[Data provided Boundary: Start]
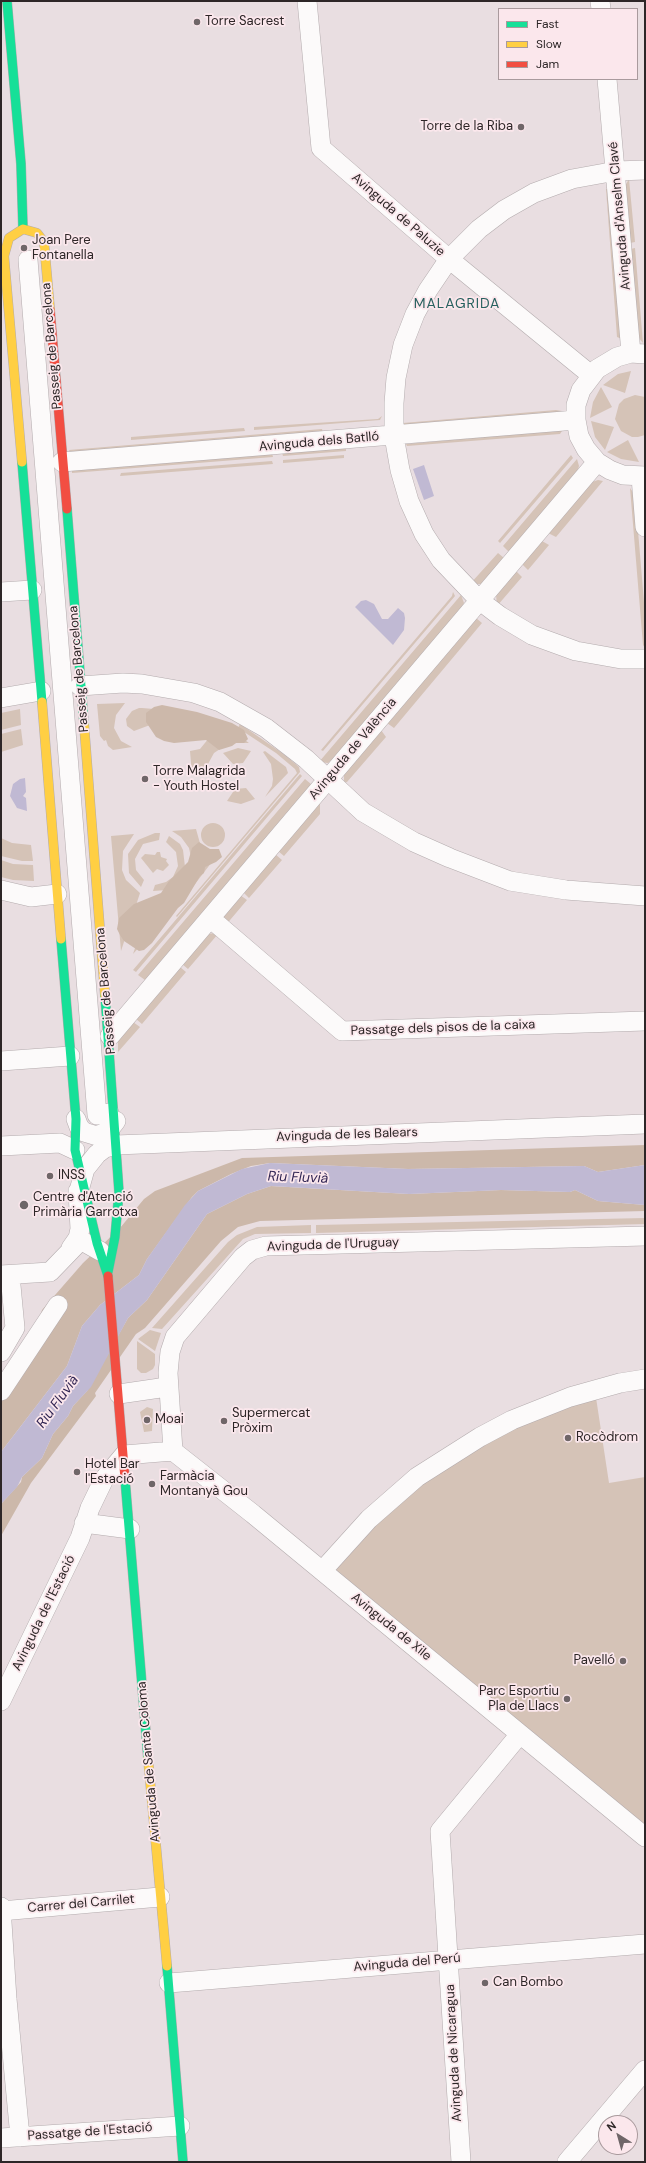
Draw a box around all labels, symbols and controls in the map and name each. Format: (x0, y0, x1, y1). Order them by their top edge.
legend (498, 8, 638, 80)
place label: Torre Sacrest (205, 14, 284, 30)
text: Fast (536, 16, 559, 32)
marker: Torre Sacrest (192, 17, 202, 27)
text: Slow (536, 36, 562, 52)
text: Jam (536, 56, 559, 72)
place label: Torre de la Riba (420, 119, 513, 135)
marker: Torre de la Riba (516, 122, 526, 132)
street label: Avinguda d'Anselm Clavé (606, 141, 634, 291)
street label: Avinguda de Paluzie (348, 170, 448, 260)
place label: Joan Pere Fontanella (32, 233, 94, 264)
marker: Joan Pere Fontanella (19, 243, 29, 253)
street label: Passeig de Barcelona (39, 282, 65, 410)
district label: MALAGRIDA (414, 296, 500, 312)
street label: Avinguda dels Batlló (258, 429, 380, 455)
street label: Passeig de Barcelona (66, 605, 92, 733)
street label: Avinguda de València (306, 695, 400, 803)
place label: Torre Malagrida - Youth Hostel (153, 764, 245, 795)
marker: Torre Malagrida - Youth Hostel (140, 774, 150, 784)
street label: Passeig de Barcelona (93, 927, 119, 1055)
street label: Passatge dels pisos de la caixa (350, 1017, 536, 1039)
street label: Avinguda de les Balears (276, 1125, 418, 1145)
place label: INSS (58, 1168, 85, 1184)
water label: Riu Fluvià (267, 1169, 329, 1187)
marker: INSS (45, 1171, 55, 1181)
place label: Centre d'Atenció Primària Garrotxa (33, 1190, 138, 1221)
marker: Centre d'Atenció Primària Garrotxa (18, 1199, 30, 1211)
street label: Avinguda de l'Uruguay (267, 1235, 399, 1255)
water label: Riu Fluvià (33, 1372, 83, 1432)
place label: Supermercat Pròxim (232, 1406, 310, 1437)
place label: Moai (155, 1412, 184, 1428)
marker: Moai (142, 1415, 152, 1425)
marker: Supermercat Pròxim (219, 1416, 229, 1426)
place label: Rocòdrom (576, 1430, 638, 1446)
marker: Rocòdrom (563, 1433, 573, 1443)
place label: Hotel Bar l'Estació (85, 1457, 140, 1488)
marker: Hotel Bar l'Estació (72, 1467, 82, 1477)
place label: Farmàcia Montanyà Gou (160, 1469, 248, 1500)
marker: Farmàcia Montanyà Gou (147, 1479, 157, 1489)
street label: Avinguda de l'Estació (9, 1553, 79, 1673)
street label: Avinguda de Xile (348, 1590, 434, 1664)
place label: Pavelló (574, 1653, 615, 1669)
marker: Pavelló (618, 1656, 628, 1666)
street label: Avinguda de Santa Coloma (134, 1681, 164, 1843)
place label: Parc Esportiu Pla de Llacs (479, 1684, 559, 1715)
marker: Parc Esportiu Pla de Llacs (562, 1694, 572, 1704)
street label: Carrer del Carrilet (27, 1892, 135, 1916)
street label: Avinguda del Perú (353, 1951, 461, 1975)
place label: Can Bombo (493, 1975, 563, 1991)
marker: Can Bombo (480, 1978, 490, 1988)
street label: Avinguda de Nicaragua (443, 1984, 465, 2122)
north arrow (598, 2115, 638, 2155)
text: N (604, 2118, 619, 2134)
street label: Passatge de l'Estació (27, 2120, 153, 2144)

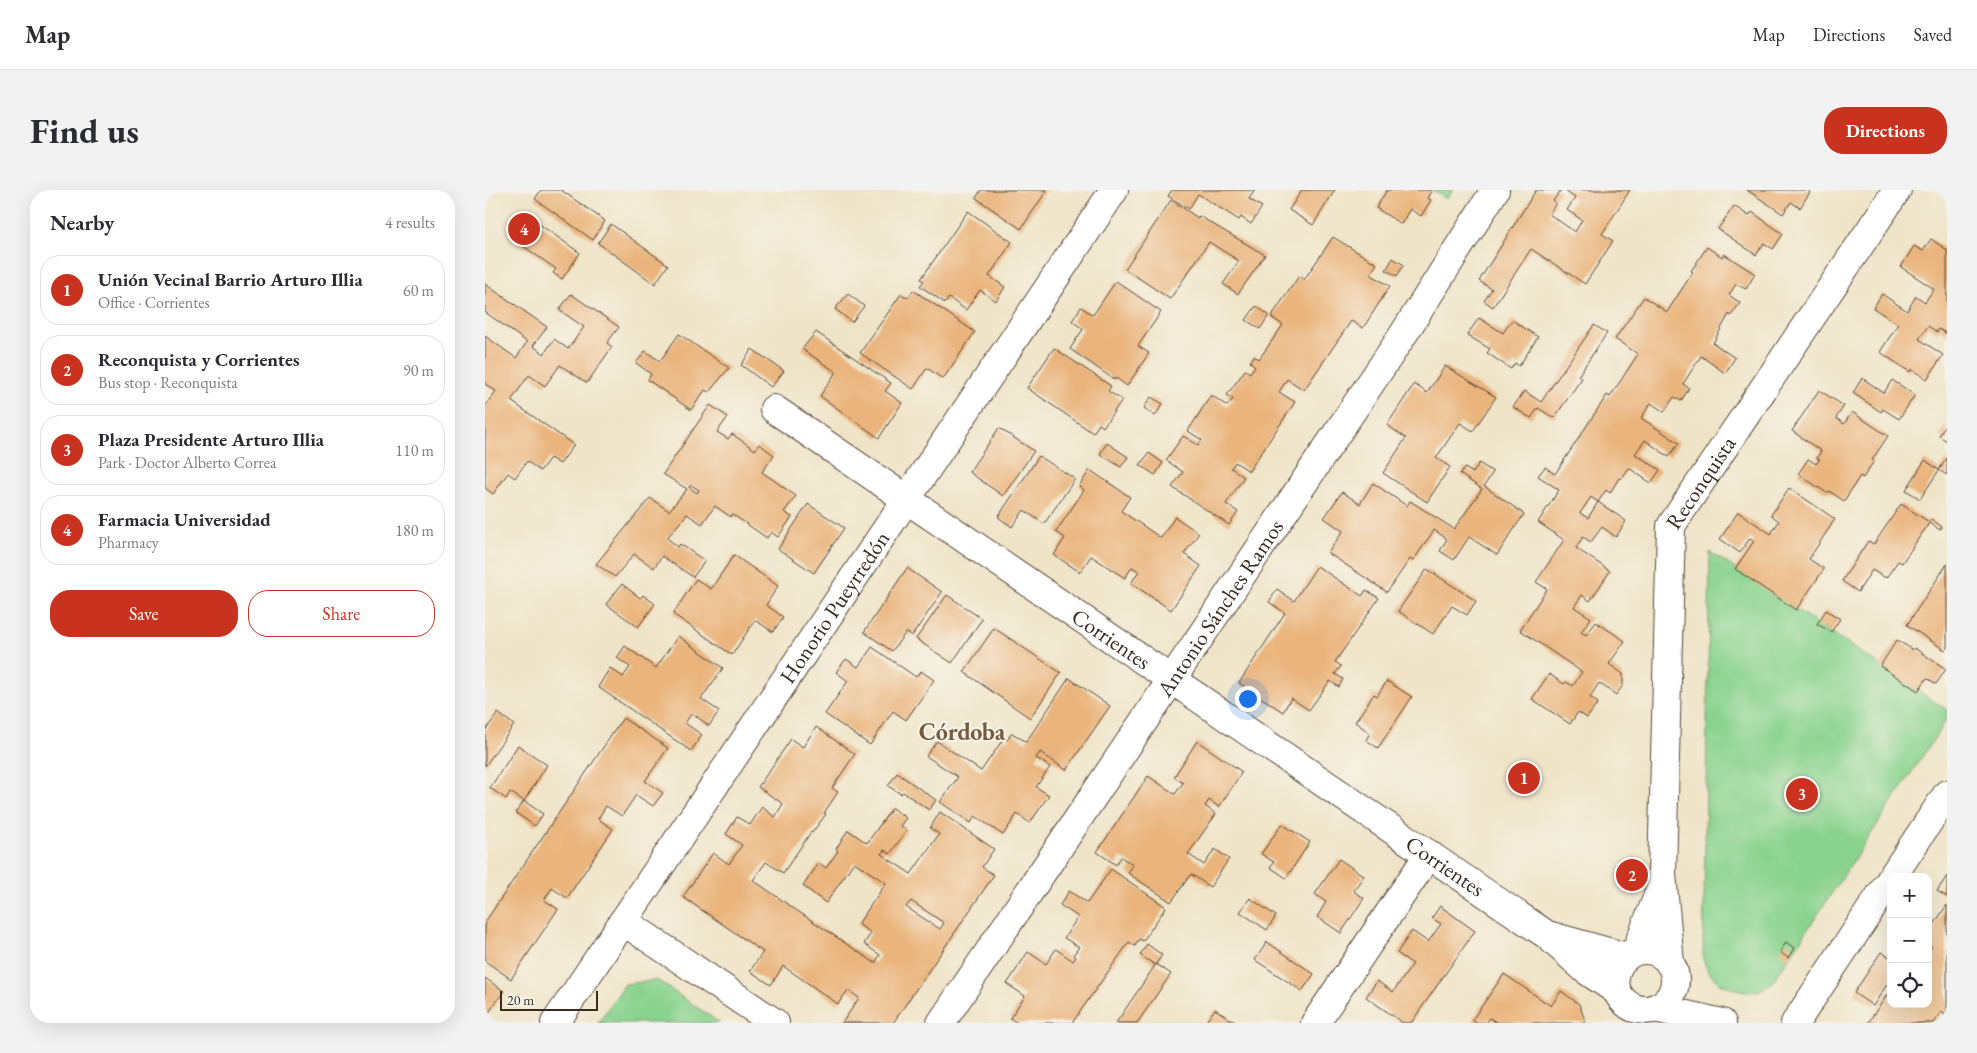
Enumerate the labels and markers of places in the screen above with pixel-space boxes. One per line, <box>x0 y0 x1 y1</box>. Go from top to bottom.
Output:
pin: 4 <box>508 210 540 248</box>
pin: 1 <box>1508 759 1540 797</box>
pin: 3 <box>1786 775 1818 813</box>
pin: 2 <box>1616 856 1648 894</box>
[Data provided Boundary: End]
* _Task statement_
Each line above should be output exactly, apart from the pictures.

* _Solution to the exercise_
Draw a box around all labels, symbols and controls in the map and name each. Format: (x0, y0, x1, y1). Order them by their top edge.
legend (498, 8, 638, 80)
place label: Torre Sacrest (205, 14, 284, 30)
text: Fast (536, 16, 559, 32)
marker: Torre Sacrest (192, 17, 202, 27)
text: Slow (536, 36, 562, 52)
text: Jam (536, 56, 559, 72)
place label: Torre de la Riba (420, 119, 513, 135)
marker: Torre de la Riba (516, 122, 526, 132)
street label: Avinguda d'Anselm Clavé (606, 141, 634, 291)
street label: Avinguda de Paluzie (348, 170, 448, 260)
place label: Joan Pere Fontanella (32, 233, 94, 264)
marker: Joan Pere Fontanella (19, 243, 29, 253)
street label: Passeig de Barcelona (39, 282, 65, 410)
district label: MALAGRIDA (414, 296, 500, 312)
street label: Avinguda dels Batlló (258, 429, 380, 455)
street label: Passeig de Barcelona (66, 605, 92, 733)
street label: Avinguda de València (306, 695, 400, 803)
place label: Torre Malagrida - Youth Hostel (153, 764, 245, 795)
marker: Torre Malagrida - Youth Hostel (140, 774, 150, 784)
street label: Passeig de Barcelona (93, 927, 119, 1055)
street label: Passatge dels pisos de la caixa (350, 1017, 536, 1039)
street label: Avinguda de les Balears (276, 1125, 418, 1145)
place label: INSS (58, 1168, 85, 1184)
water label: Riu Fluvià (267, 1169, 329, 1187)
marker: INSS (45, 1171, 55, 1181)
place label: Centre d'Atenció Primària Garrotxa (33, 1190, 138, 1221)
marker: Centre d'Atenció Primària Garrotxa (18, 1199, 30, 1211)
street label: Avinguda de l'Uruguay (267, 1235, 399, 1255)
water label: Riu Fluvià (33, 1372, 83, 1432)
place label: Supermercat Pròxim (232, 1406, 310, 1437)
place label: Moai (155, 1412, 184, 1428)
marker: Moai (142, 1415, 152, 1425)
marker: Supermercat Pròxim (219, 1416, 229, 1426)
place label: Rocòdrom (576, 1430, 638, 1446)
marker: Rocòdrom (563, 1433, 573, 1443)
place label: Hotel Bar l'Estació (85, 1457, 140, 1488)
marker: Hotel Bar l'Estació (72, 1467, 82, 1477)
place label: Farmàcia Montanyà Gou (160, 1469, 248, 1500)
marker: Farmàcia Montanyà Gou (147, 1479, 157, 1489)
street label: Avinguda de l'Estació (9, 1553, 79, 1673)
street label: Avinguda de Xile (348, 1590, 434, 1664)
place label: Pavelló (574, 1653, 615, 1669)
marker: Pavelló (618, 1656, 628, 1666)
street label: Avinguda de Santa Coloma (134, 1681, 164, 1843)
place label: Parc Esportiu Pla de Llacs (479, 1684, 559, 1715)
marker: Parc Esportiu Pla de Llacs (562, 1694, 572, 1704)
street label: Carrer del Carrilet (27, 1892, 135, 1916)
street label: Avinguda del Perú (353, 1951, 461, 1975)
place label: Can Bombo (493, 1975, 563, 1991)
marker: Can Bombo (480, 1978, 490, 1988)
street label: Avinguda de Nicaragua (443, 1984, 465, 2122)
north arrow (598, 2115, 638, 2155)
text: N (604, 2118, 619, 2134)
street label: Passatge de l'Estació (27, 2120, 153, 2144)

Enumerate the labels and markers of places in the screen above with pixel-space boxes. One per line, <box>x0 y0 x1 y1</box>. Go from top to bottom.
Output:
pin: 4 <box>508 210 540 248</box>
pin: 1 <box>1508 759 1540 797</box>
pin: 3 <box>1786 775 1818 813</box>
pin: 2 <box>1616 856 1648 894</box>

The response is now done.